Commissioners David Collins and Gillian Macleod returned after a two-year hiatus to hear a final amended gondola application from Snowline Holdings Ltd, Treble Cone's parent company.
Snowline director and gondola project manager Richard Hanson told the commissioners the gondola would have two distinct operating seasons.
"Our existing skifield and winter operations will be underpinned by summer visitors using the gondola."Visitors to Wanaka during the nine-month period outside of winter numbered 224,000 last year, whereas the resort had 59,000 visitors for the three-month skifield season.
Treble Cone also had to compete with two other Wanaka skifields for visitors during winter, he said.
The summer months would be the main focus for the gondola's operation and the ticket and price structure would reflect this, Mr Hanson told the commissioners.
Ticket prices would be based on a "per ride" basis, except during the peak ski season, when visitors would be able to buy a day pass allowing unlimited rides on the gondola and skifield chairlifts.
Mr Hanson provided details about gondola fare structures in response to questions raised during a submission by Wanaka resident Tina Haslett.
She wanted more details about how the gondola would be economically viable and sustainable in its operation.

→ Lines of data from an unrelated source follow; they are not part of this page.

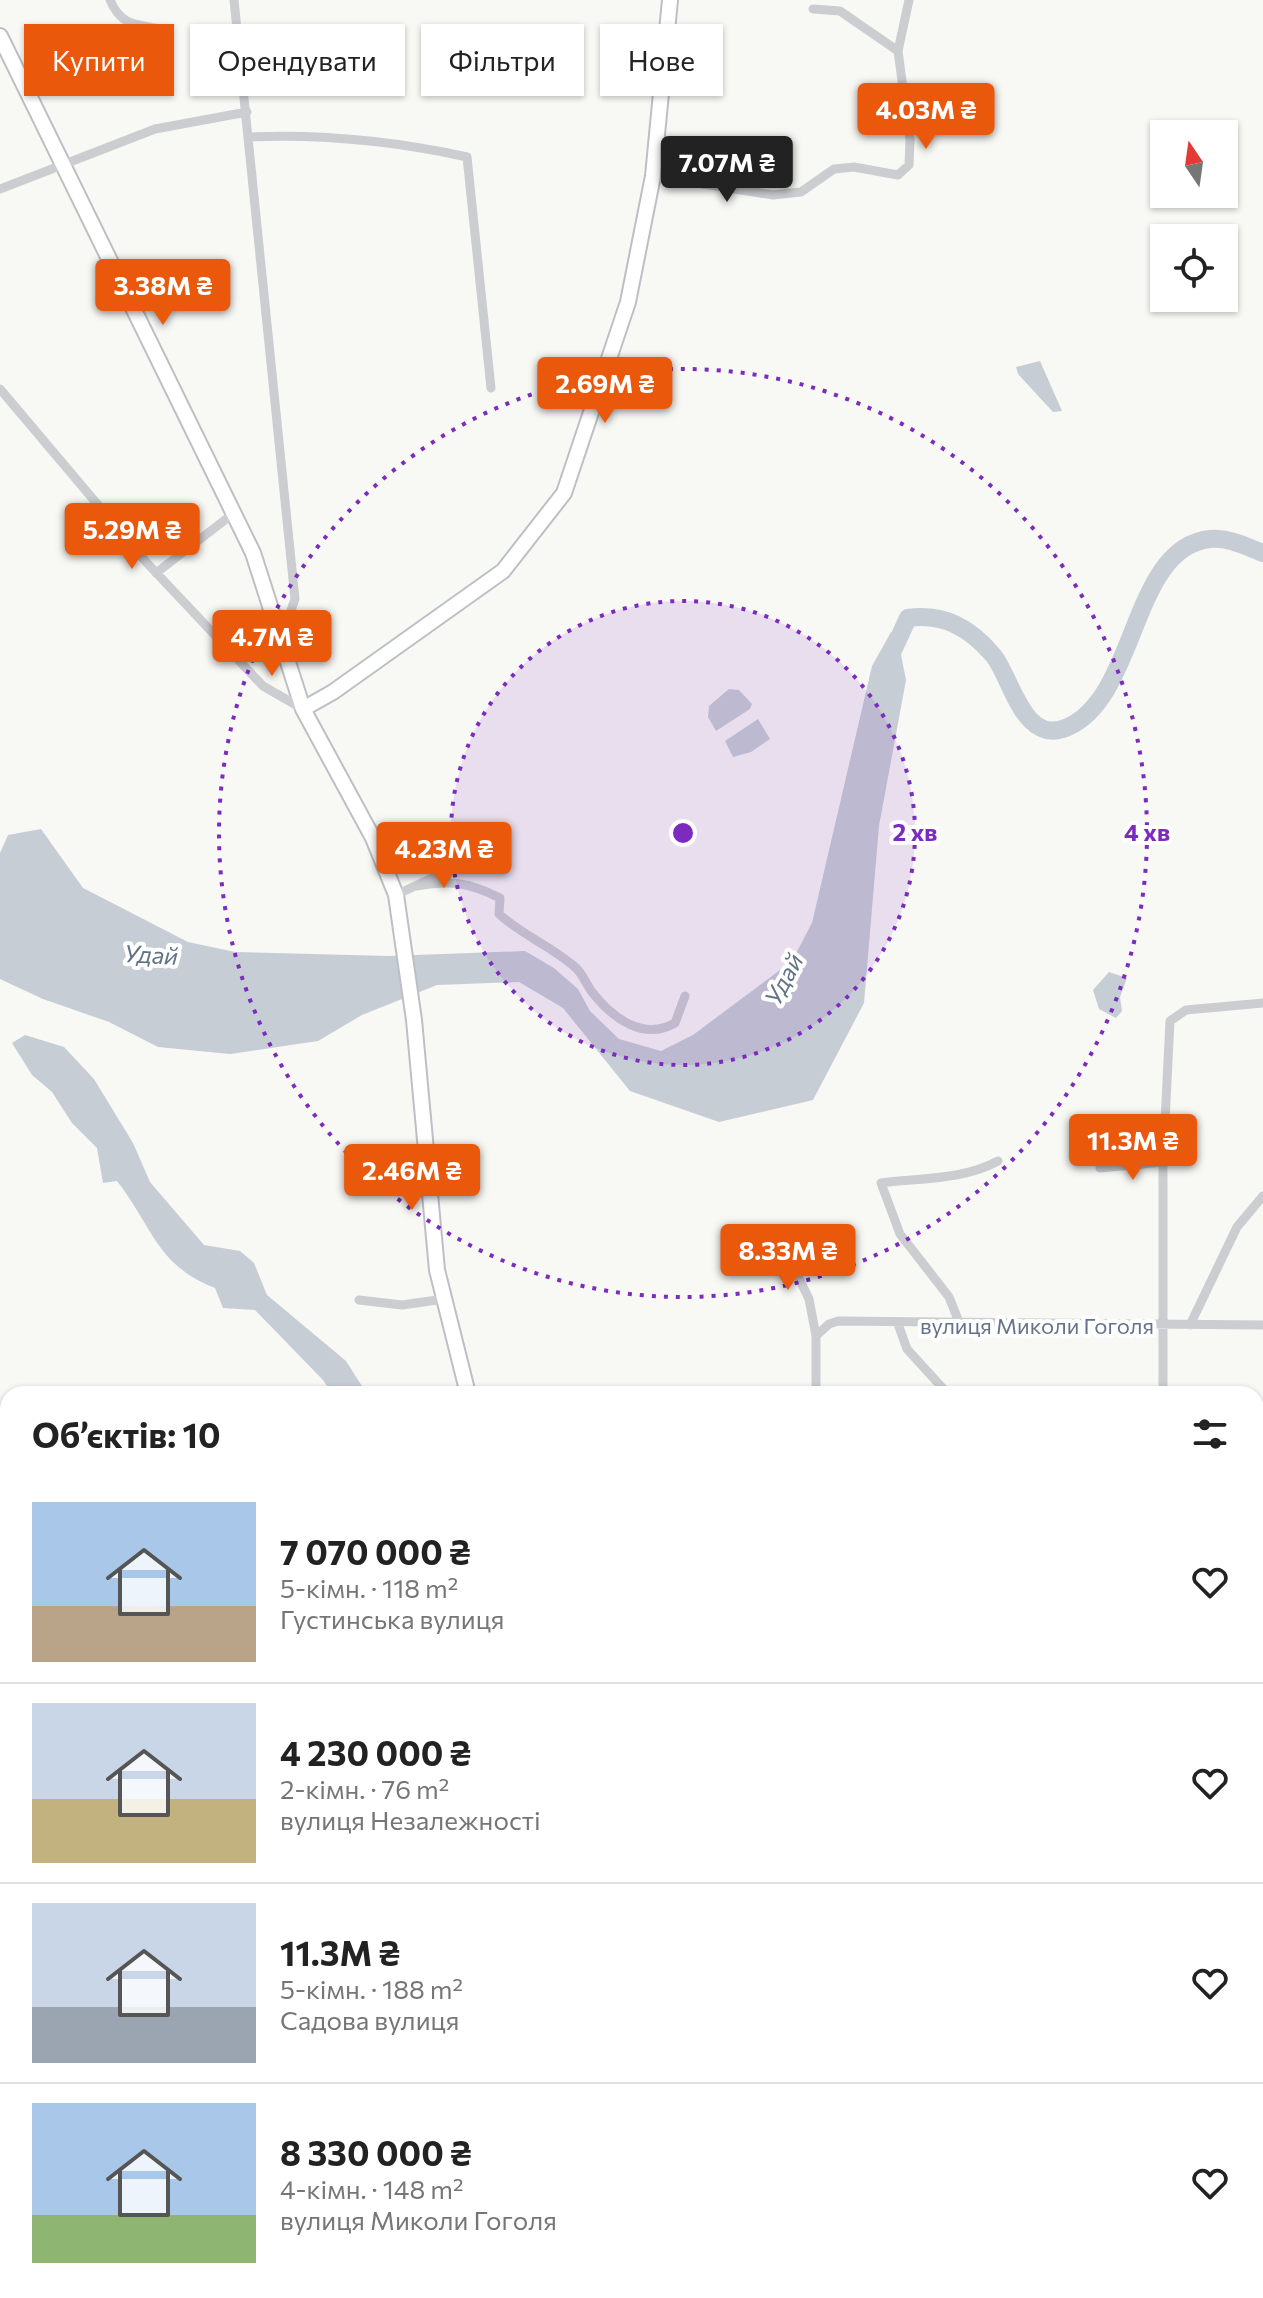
<!DOCTYPE html>
<html lang="uk">
<head>
<meta charset="utf-8">
<style>
	body { margin:0; font-family:Commissioner,sans-serif; background:#f6f6f6; color:#222; height:100vh; display:flex; flex-direction:column; font-size:30px; white-space:nowrap }
	* { box-sizing:border-box; margin:0 }
	p { font-size:26px; color:#767676 }
	.icon { flex:none; width:44px; height:44px; fill:none; stroke:currentColor; stroke-width:2; stroke-linecap:round; stroke-linejoin:round }
	.map { position:relative; flex:1; overflow:hidden }
	.sheet { position:absolute; left:0px; top:1386px; width:1264px; height:912px; display:flex; flex-direction:column; background:#fff; border-radius:24px 24px 0 0; box-shadow:0 2px 6px #0004 }
	.sheet>* { flex:none }
	.guide { position:absolute; left:24px; top:24px; width:800px; height:72px; display:flex; gap:16px }
	.needle { width:52px; rotate:347deg }
	.tools { position:absolute; left:1150px; top:120px; display:grid; gap:16px }
	.tools a { display:grid; place-items:center; width:88px; height:88px; border-radius:0px; background:#fff; box-shadow:0 2px 6px #0004; font-size:40px }
	.price { position:absolute; translate:-50% -68px; padding:0 18px; border-radius:8px; background:#ea580c; color:#fff; font-size:26px; line-height:52px; filter:drop-shadow(0 2px 4px #0008) }
	.price::after { content:''; position:absolute; left:50%; top:48px; width:24px; height:18px; margin-left:-12px; background:inherit; clip-path:polygon(0 0,100% 0,50% 100%) }
	.price.current { background:#222; color:#fff }
	ul { padding:0; list-style:none }
	li { display:flex; align-items:center; gap:24px; height:200px; padding:0 32px }
	li+li { border-top:2px solid #e0e0e0 }
	li span { display:grid; place-items:center; flex:none; width:224px; height:160px; border-radius:0px; color:#555 }
	li>.icon { margin-inline-start:auto }
	span .icon { width:96px; height:96px; fill:#fffc; stroke-width:1 }
	li b { font-size:34px }
	h2 { display:flex; justify-content:space-between; align-items:center; height:96px; padding:0 32px; font-size:34px }
	.chip { padding:0 28px; border-radius:0px; background:#fff; box-shadow:0 2px 6px #0004; font-size:28px; line-height:72px }
	.chip.current { background:#ea580c; color:#fff }
	.map>svg:first-child { display:block }
	.water { fill:#c6cdd4 }
	.lines { fill:none; stroke-linecap:round; stroke-linejoin:round }
	.river { stroke:#c6cdd4; stroke-width:18 }
	.secondary-casing { stroke:#bcc0c5; stroke-width:18 }
	.street { stroke:#cbcdd1; stroke-width:9 }
	.secondary { stroke:#fff; stroke-width:14 }
	.ring { fill:none; stroke:#7b2cbf; stroke-width:4; stroke-dasharray:4 8 }
	.labels { text-anchor:middle; dominant-baseline:central; stroke-width:8; stroke-linejoin:round; paint-order:stroke }
	.street-label { font-size:22px; fill:#657288; stroke:#fff }
	.water-label { font-size:24px; font-style:italic; fill:#617384; stroke:#fff }
	.centre { fill:#7b2cbf; stroke:#fff; stroke-width:4 }
	.ring-label { font-size:24px; text-anchor:middle; font-weight:bold; fill:#7b2cbf; stroke:#fff; stroke-width:8; stroke-linejoin:round; paint-order:stroke }
</style>
</head>
<body>
<div class="map">
<svg width="1263" height="2298" viewBox="0 0 1263 2298">
	<rect width="100%" height="100%" fill="#f8f8f5"/>
	<path class="water" d="M1040 361 1062 411 1053 412 1018 374 1016 367Z
		M891 632 897 635 906 680 879 826 864 1003 813 1100 719 1122 630 1091 563 1008 519 982 437 985 362 1015 318 1041 230 1054 158 1047 109 1022 43 999 0 979V853L8 835 41 829 83 888 188 942 235 952 389 956 525 951 554 968 578 989 590 1011 619 1039 661 1051 693 1035 792 961 812 923 872 666Z
		M729 689 739 690 752 704 750 709 716 731 708 717 709 706Z
		M758 719 770 739 751 752 733 757 725 741Z
		M1109 972 1127 978 1120 997 1122 1011 1116 1018 1099 1009 1093 990Z
		M25 1035 64 1047 94 1079 133 1143 150 1182 204 1245 240 1251 254 1263 267 1295 346 1361 367 1394H332L323 1380 255 1310 223 1308 215 1288C156 1265 153 1227 117 1181L103 1183 97 1148 72 1123 52 1092 32 1075 12 1043Z"/>
	<g class="lines">
		<path class="river" d="M890 657 908 618C944 613 970 628 993 655 1012 678 1023 747 1068 727 1138 696 1131 547 1210 539 1229 537 1247 547 1263 553"/>
		<defs>
			<path id="secondary" d="M0 36 253 553 303 709 373 838 396 895 414 1020 437 1270 468 1394
				M303 709 333 692 503 571 564 493 628 302 653 176 670 0
				M0 2206H8
				M1256 2209H1263"/>
		</defs>
		<use href="#secondary" class="secondary-casing"/>
		<path class="street" d="M110 0C120 23 131 24 155 28
			M234 0 295 599 282 636
			M813 9 840 11 898 51
			M249 137C323 134 394 141 467 157L491 388
			M653 176 773 195 801 192 834 169 854 167 898 175 909 165 910 140 898 51 909 0
			M0 189 155 129 247 112
			M0 389 147 563 263 686 303 709
			M156 573 234 513
			M416 886C451 880 468 882 500 898L499 914C522 935 551 946 575 967 583 974 586 984 592 992 613 1019 644 1041 675 1023L685 996
			M396 895 434 877 443 854 460 840
			M1100 1168 1163 1162
			M781 1241 809 1299 816 1336V1394
			M359 1300 402 1305 444 1299
			M959 1322 949 1297 900 1234 881 1183C920 1178 963 1180 998 1161
			M898 1324 907 1349 948 1394
			M1190 1325 1237 1227 1263 1196
			M816 1336 829 1324 838 1321 1263 1325
			M1163 1394V1162L1170 1021 1186 1010 1263 1003
			M1256 1460H1263
			M1256 1633H1263
			M0 1934H8
			M1256 1937H1263
			M199 2290V2298
			M1159 2290V2298
			M73 2298 74 2290
			M515 2298V2290
			M791 2298V2290"/>
		<use href="#secondary" class="secondary"/>
	</g>
	<circle cx="683" cy="833" r="232" fill="#7b2cbf" fill-opacity=".12"/>
	<g class="ring">
		<circle cx="683" cy="833" r="232"/>
		<circle cx="683" cy="833" r="464"/>
	</g>
	<g class="labels">
		<g class="street-label">
			<text x="1037" y="1325">вулиця Миколи Гоголя</text>
		</g>
		<g class="water-label">
			<text transform="translate(151 954) rotate(3)">Удай</text>
			<text transform="translate(783 979) rotate(-62)">Удай</text>
		</g>
	</g>
	<circle cx="683" cy="833" r="12" class="centre"/>
	<g class="ring-label">
		<text x="915" y="841">2 хв</text>
		<text x="1147" y="841">4 хв</text>
	</g>
</svg>
<div class="tools">
<a><svg class="needle" viewBox="-14 -14 28 28"><path d="M0-13l5 13h-10z" fill="#e53935"/><path d="M0 13l5-13h-10z" fill="#767676"/></svg></a>
<a><svg class="icon" aria-label="locate" viewBox="0 0 24 24"><circle cx="12" cy="12" r="6"/><path d="M12 2v4M12 18v4M2 12h4M18 12h4"/></svg></a>
</div>
<b class="price" style="left:926px;top:151px">4.03M ₴</b>
<b class="price current" style="left:727px;top:204px">7.07M ₴</b>
<b class="price" style="left:163px;top:327px">3.38M ₴</b>
<b class="price" style="left:605px;top:425px">2.69M ₴</b>
<b class="price" style="left:132px;top:571px">5.29M ₴</b>
<b class="price" style="left:272px;top:678px">4.7M ₴</b>
<b class="price" style="left:444px;top:890px">4.23M ₴</b>
<b class="price" style="left:1133px;top:1182px">11.3M ₴</b>
<b class="price" style="left:412px;top:1212px">2.46M ₴</b>
<b class="price" style="left:788px;top:1292px">8.33M ₴</b>
<div class="guide">
<a class="chip current">Купити</a>
<a class="chip">Орендувати</a>
<a class="chip">Фільтри</a>
<a class="chip">Нове</a>
</div>
<section class="sheet">
<h2>Об’єктів: 10<svg class="icon" aria-label="filters" viewBox="0 0 24 24"><path d="M4 7h16M4 17h16"/><circle cx="9" cy="7" r="2"/><circle cx="15" cy="17" r="2"/></svg></h2>
<ul>
<li><span style="background:linear-gradient(#a9c7e8 65%,#b9a48a 0)"><svg class="icon" aria-label="home" viewBox="0 0 24 24"><path d="M3 11l9-7 9 7M6 9v11h12V9"/></svg></span><div><b>7 070 000 ₴</b><p>5-кімн. · 118 m²</p><p>Густинська вулиця</p></div><svg class="icon" aria-label="heart" viewBox="0 0 24 24"><path d="M12 20l-8-8c-3-5 5-10 8-4 3-6 11-1 8 4z"/></svg></li>
<li><span style="background:linear-gradient(#c9d6e8 60%,#c2b280 0)"><svg class="icon" aria-label="home" viewBox="0 0 24 24"><path d="M3 11l9-7 9 7M6 9v11h12V9"/></svg></span><div><b>4 230 000 ₴</b><p>2-кімн. · 76 m²</p><p>вулиця Незалежності</p></div><svg class="icon" aria-label="heart" viewBox="0 0 24 24"><path d="M12 20l-8-8c-3-5 5-10 8-4 3-6 11-1 8 4z"/></svg></li>
<li><span style="background:linear-gradient(#c9d6e8 65%,#9aa5b1 0)"><svg class="icon" aria-label="home" viewBox="0 0 24 24"><path d="M3 11l9-7 9 7M6 9v11h12V9"/></svg></span><div><b>11.3M ₴</b><p>5-кімн. · 188 m²</p><p>Садова вулиця</p></div><svg class="icon" aria-label="heart" viewBox="0 0 24 24"><path d="M12 20l-8-8c-3-5 5-10 8-4 3-6 11-1 8 4z"/></svg></li>
<li><span style="background:linear-gradient(#a9c7e8 70%,#8fb573 0)"><svg class="icon" aria-label="home" viewBox="0 0 24 24"><path d="M3 11l9-7 9 7M6 9v11h12V9"/></svg></span><div><b>8 330 000 ₴</b><p>4-кімн. · 148 m²</p><p>вулиця Миколи Гоголя</p></div><svg class="icon" aria-label="heart" viewBox="0 0 24 24"><path d="M12 20l-8-8c-3-5 5-10 8-4 3-6 11-1 8 4z"/></svg></li>
</ul>
</section>
</div>
</body>
</html>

The skifield needed to do more to bring back locals, attract more visitors, and access more skiable terrain, before it went ahead with a gondola, she said.
Ms Haslett, who visited Treble Cone eight times during the 2008 ski season, said there had been what he called "an ethnic cleansing of locals from Treble Cone this year".
Mr Hanson told the Otago Daily Times the comments were "a bit harsh".
Securing resource consent for a gondola was the first step in an overall management plan for the skifield and would make it "a lot easier" to make investment decisions".
Snowline wanted to open up more terrain across the mountain, but was constrained by the limited space for visitors and transport to the skifield, he said.
The gondola would herald a public transport system to transfer people from Wanaka to the gondola base buildings.
Upper Clutha Environment Society president Julian Haworth said having public transport from Wanaka linked to the gondola would be "the ultimate in sustainable management".
Snowline cut the number, height, and size of the gondola's base buildings, but shifted its location away from a site the commissioners recommended in an interim decision released in December 2006.
Mr Collins said he would have preferred the base buildings to have remained where originally suggested, but he was still prepared to grant consent.
He adjourned the hearing for a list of conditions to be completed and presented to the commissioners before a final decision is released.